From Data to Knowledge: Evaluating How Efficiently Language Models Learn Facts¶
Conference: ACL 2025
arXiv: 2506.16912
Code: https://github.com/Jabbawukis/sample-efficiency-evaluation
Area: LLM/NLP
Keywords: sample efficiency, fact learning, knowledge probing, pre-training, power law
TL;DR¶
This work is the first to directly investigate the relationship between the frequency of facts in pre-training data and an LLM's ability to recall them. It proposes two sample efficiency metrics and reveals that while models of different architectures and scales perform similarly on high-frequency facts, they differ significantly on low-frequency facts—making the ability to learn low-frequency facts the key differentiator of model sample efficiency.
Background & Motivation¶
Background¶
Background: LLMs store vast amounts of factual knowledge through pre-training, but their sample efficiency (how many times they need to see a fact before learning it) has not been systematically investigated.
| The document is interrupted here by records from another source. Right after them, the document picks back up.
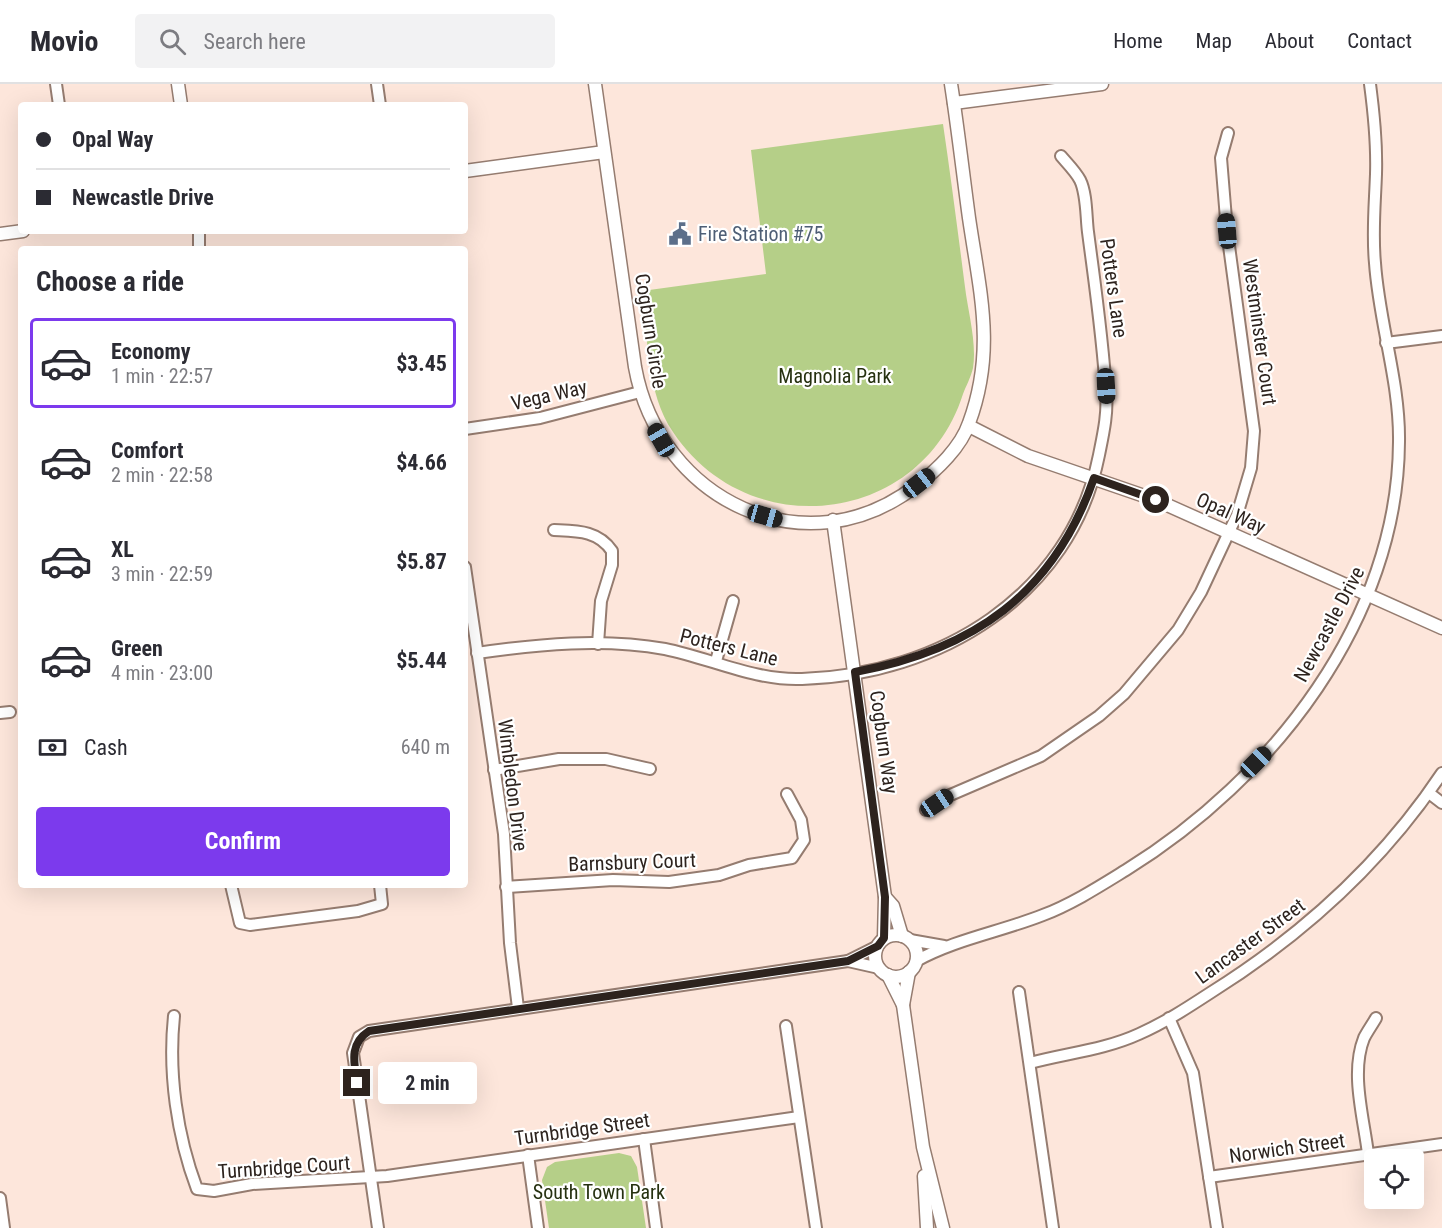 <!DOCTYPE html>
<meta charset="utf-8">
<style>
:root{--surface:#fff;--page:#f2f2f3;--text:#2b2b33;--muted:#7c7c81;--line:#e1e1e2;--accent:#7c3aed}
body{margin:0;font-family:"Roboto Condensed",sans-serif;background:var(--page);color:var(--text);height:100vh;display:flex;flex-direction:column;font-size:22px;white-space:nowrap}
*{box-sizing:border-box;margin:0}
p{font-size:20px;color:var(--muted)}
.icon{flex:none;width:33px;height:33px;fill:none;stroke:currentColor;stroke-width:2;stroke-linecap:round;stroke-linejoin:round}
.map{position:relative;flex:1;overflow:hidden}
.drawer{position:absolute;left:18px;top:162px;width:450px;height:642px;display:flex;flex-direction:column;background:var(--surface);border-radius:6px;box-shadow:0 6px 24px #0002}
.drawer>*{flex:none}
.banner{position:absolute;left:18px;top:18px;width:450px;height:132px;border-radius:6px;box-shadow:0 6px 24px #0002;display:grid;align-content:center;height:132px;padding:0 18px;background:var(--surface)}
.tools{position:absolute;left:1364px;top:1065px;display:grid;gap:12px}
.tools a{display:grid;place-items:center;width:60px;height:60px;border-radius:6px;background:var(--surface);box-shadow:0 6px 24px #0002;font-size:30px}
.end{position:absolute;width:27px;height:27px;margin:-14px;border:8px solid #2d231e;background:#fff;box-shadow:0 0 0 3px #fff}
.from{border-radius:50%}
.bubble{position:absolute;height:42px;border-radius:6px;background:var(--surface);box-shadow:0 6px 24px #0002;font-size:20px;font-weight:700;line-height:42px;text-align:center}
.car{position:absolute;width:18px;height:36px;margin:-18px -9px;border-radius:8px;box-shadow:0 0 4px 2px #0007;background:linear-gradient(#222 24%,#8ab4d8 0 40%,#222 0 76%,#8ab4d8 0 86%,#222 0)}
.banner b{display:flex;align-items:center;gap:21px;height:57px;font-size:22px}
.banner b+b{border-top:2px solid var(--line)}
.banner i{width:15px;height:15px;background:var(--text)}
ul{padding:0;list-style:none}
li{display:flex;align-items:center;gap:18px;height:90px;margin:0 12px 9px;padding:0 6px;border:3px solid transparent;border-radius:6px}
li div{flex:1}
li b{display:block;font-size:22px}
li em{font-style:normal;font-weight:700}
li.current{border-color:var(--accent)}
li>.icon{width:54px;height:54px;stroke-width:1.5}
h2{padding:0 18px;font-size:27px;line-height:72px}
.pay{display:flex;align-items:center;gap:15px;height:66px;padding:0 18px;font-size:22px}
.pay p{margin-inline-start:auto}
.action{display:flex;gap:12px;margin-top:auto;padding:12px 18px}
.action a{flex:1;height:69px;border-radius:6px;background:var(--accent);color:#fff;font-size:24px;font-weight:700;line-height:69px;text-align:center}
header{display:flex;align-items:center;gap:36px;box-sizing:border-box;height:84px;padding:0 30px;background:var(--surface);border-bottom:2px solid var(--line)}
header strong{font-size:28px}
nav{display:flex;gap:33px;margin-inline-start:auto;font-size:21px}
.search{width:420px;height:54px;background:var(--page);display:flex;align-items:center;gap:15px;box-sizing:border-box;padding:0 21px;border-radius:6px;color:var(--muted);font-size:22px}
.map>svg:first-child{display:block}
</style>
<header>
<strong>Movio</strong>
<div class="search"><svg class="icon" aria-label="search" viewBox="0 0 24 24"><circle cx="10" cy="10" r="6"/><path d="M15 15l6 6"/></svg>Search here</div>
<nav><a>Home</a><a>Map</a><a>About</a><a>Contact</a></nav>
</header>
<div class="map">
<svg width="1442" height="1144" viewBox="0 0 1442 1144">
<rect width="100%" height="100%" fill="#fde6db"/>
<g fill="#b5cf88">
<path d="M943 40C951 94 958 149 965 203 968 228 977 259 973 284 971 293 966 302 963 310 921 442 748 461 673 348 646 309 648 252 642 207L766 190 751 66Z"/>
<polygon points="619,1069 631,1072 637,1083 646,1144 549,1144 542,1096 547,1083 555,1078"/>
</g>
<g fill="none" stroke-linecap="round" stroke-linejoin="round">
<g stroke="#957c70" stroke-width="14">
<g id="minor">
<polyline points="56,0 59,21"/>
<polyline points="377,0 380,21"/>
<polyline points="199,147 199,165"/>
<polyline points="1386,259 1442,252"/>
<polyline points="465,345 540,334 640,308"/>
<path d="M554 446C576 447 598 446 612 467V481L601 517 598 560"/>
<polyline points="465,483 504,750 510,859 518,924"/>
<path d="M477 569C539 560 603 554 665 565 710 574 755 597 802 595 939 591 1071 512 1099 371 1103 351 1108 330 1106 309 1103 255 1095 202 1088 148 1086 133 1087 110 1080 96 1076 88 1067 79 1061 72"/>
<polyline points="716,577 733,517"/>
<polyline points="0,629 10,628"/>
<polyline points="494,686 559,675 606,675 650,685"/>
<polyline points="1429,709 1442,719"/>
<polyline points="926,726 948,712 1041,672 1099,632 1124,610 1178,546 1201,508 1237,431 1251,384 1254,347 1227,147 1221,74 1228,49"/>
<polyline points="231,801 240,839 250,841 358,827 382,820 380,801"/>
<polyline points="506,803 613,796 669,798 719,791 749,781 792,774 804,756 801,736 787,710"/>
<polyline points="910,856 944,862"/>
<polyline points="848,877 879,884"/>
<path d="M916 877C956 855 1000 848 1043 831 1072 820 1100 802 1126 786 1273 695 1398 535 1399 358 1400 298 1379 239 1375 179 1372 149 1375 120 1376 90 1377 59 1374 30 1370 0"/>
<polyline points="1019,908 1053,1144"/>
<path d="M174 932C168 989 177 1052 197 1105L214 1107 252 1100 387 1092 799 1033"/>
<polyline points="1169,934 1193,989 1217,1144"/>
<polyline points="786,942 816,1144"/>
<path d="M1030 979C1067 969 1104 966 1139 950 1164 939 1187 924 1210 909 1301 852 1382 779 1442 689"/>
<polyline points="644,1055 656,1144"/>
<path d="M1368 1070C1364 1035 1350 989 1364 954 1367 948 1372 941 1376 934"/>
<polyline points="528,1071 538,1144"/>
<polyline points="1209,1093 1442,1060"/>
<polyline points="0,1114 4,1144"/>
<polyline points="378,1144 353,969 359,953 369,947 848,877 878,862"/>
</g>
</g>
<g stroke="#957c70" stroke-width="15">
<g id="tertiary">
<polyline points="178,0 181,21"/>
<path d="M595 0 635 283C659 416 806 488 917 401 937 386 961 363 969 339 996 266 980 209 969 134 963 90 958 45 951 0"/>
<polyline points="954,19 1102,0"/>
<polyline points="465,87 604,68"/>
<polyline points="0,150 23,147"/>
<polyline points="969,342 1028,372 1156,416 1442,544"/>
<polyline points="833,436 885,813 884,854"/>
<polyline points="885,813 893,822 902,852"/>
<circle cx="896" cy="872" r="21"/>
<polyline points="888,891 903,921 923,1063 943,1144"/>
<polyline points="903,921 909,888"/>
<polyline points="924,1092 927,1144"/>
</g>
</g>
<use href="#minor" stroke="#fff" stroke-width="10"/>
<use href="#tertiary" stroke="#fff" stroke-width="12"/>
</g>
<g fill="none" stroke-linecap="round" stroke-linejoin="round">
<path stroke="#2d231e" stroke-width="8" d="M357 999C354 978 349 960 369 947L848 877 878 862 884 854 885 813 855 588C973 566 1054 510 1094 394L1156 416"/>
</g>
<defs>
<g id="civic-bare" transform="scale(1.8)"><path d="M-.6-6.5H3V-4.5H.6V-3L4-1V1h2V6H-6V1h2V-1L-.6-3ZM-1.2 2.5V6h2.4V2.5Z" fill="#5c6f8a" stroke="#fff" stroke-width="2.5" paint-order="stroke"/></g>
</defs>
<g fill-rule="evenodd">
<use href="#civic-bare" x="680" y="150"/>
</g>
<g text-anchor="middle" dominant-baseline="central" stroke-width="4.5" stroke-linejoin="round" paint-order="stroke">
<g font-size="20" fill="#4e5e75" stroke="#fff" text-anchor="start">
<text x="698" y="150">Fire Station #75</text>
</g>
<g font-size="20" fill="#2d231e" stroke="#fff">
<text transform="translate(1114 204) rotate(82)">Potters Lane</text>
<text transform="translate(651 247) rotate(81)">Cogburn Circle</text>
<text transform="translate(1260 248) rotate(82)">Westminster Court</text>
<text transform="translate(549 311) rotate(-13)">Vega Way</text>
<text transform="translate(1231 429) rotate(24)">Opal Way</text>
<text transform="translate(1329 540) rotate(-62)">Newcastle Drive</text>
<text transform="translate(729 563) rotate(14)">Potters Lane</text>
<text transform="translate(884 658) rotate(82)">Cogburn Way</text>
<text transform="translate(513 701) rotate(83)">Wimbledon Drive</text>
<text transform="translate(632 778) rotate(-2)">Barnsbury Court</text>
<text transform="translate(1250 857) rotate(-36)">Lancaster Street</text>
<text transform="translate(582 1045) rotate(-8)">Turnbridge Street</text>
<text transform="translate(1287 1064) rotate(-8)">Norwich Street</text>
<text transform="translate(284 1083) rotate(-4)">Turnbridge Court</text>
</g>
<g font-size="20" fill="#263110" stroke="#fff">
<text x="835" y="292">Magnolia Park</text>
<text x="599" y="1108">South Town Park</text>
</g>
</g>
</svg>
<div class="tools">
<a><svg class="icon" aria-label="locate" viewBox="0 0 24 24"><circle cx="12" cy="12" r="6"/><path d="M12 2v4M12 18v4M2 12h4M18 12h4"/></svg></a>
</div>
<i class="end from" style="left:1156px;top:416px"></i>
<i class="end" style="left:357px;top:999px"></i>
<div class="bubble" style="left:378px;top:978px;width:99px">2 min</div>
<i class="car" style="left:1227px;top:147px;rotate:355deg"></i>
<i class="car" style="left:1106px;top:302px;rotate:177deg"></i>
<i class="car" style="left:661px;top:356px;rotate:330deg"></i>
<i class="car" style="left:919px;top:399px;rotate:52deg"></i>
<i class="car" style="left:765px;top:432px;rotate:106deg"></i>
<i class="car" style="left:1256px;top:678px;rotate:45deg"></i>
<i class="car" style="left:937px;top:719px;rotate:56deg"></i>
<div class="banner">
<b><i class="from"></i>Opal Way</b>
<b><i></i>Newcastle Drive</b>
</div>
<section class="drawer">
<h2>Choose a ride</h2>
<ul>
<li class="current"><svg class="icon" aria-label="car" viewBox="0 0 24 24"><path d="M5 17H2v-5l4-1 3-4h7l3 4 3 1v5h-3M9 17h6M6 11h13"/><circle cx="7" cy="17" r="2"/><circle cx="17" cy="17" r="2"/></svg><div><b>Economy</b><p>1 min · 22:57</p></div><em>$3.45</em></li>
<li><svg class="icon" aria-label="car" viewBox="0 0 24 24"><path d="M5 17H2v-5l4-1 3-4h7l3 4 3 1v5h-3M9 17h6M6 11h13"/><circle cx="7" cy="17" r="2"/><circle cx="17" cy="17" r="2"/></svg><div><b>Comfort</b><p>2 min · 22:58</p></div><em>$4.66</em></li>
<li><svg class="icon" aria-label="car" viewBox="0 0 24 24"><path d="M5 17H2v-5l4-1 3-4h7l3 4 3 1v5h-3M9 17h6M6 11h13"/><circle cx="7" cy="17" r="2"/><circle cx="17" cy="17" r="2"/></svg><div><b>XL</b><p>3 min · 22:59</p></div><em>$5.87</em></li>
<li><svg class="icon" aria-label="car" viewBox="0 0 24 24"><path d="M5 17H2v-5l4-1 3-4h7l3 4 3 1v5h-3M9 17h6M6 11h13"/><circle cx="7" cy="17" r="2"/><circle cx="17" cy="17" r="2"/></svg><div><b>Green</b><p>4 min · 23:00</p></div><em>$5.44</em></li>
</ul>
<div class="pay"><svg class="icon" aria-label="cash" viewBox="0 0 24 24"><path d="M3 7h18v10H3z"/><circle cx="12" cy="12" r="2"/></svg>Cash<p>640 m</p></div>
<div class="action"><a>Confirm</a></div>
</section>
</div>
Limitations of Prior Work: Information in real-world text follows a long-tail distribution, requiring models to learn rare facts from few occurrences. Existing works compare model performance without considering the frequency information in the training data.
Key Challenge: Given two models trained on the same data, which one is more capable of learning facts from limited exposure?
Goal: Establish a quantitative framework mapping factual frequency to recall capability to measure sample efficiency.
Key Insight: Train various models on the same pre-training corpus, label the frequency of each fact in the training data, and evaluate recall capability using the BEAR probe.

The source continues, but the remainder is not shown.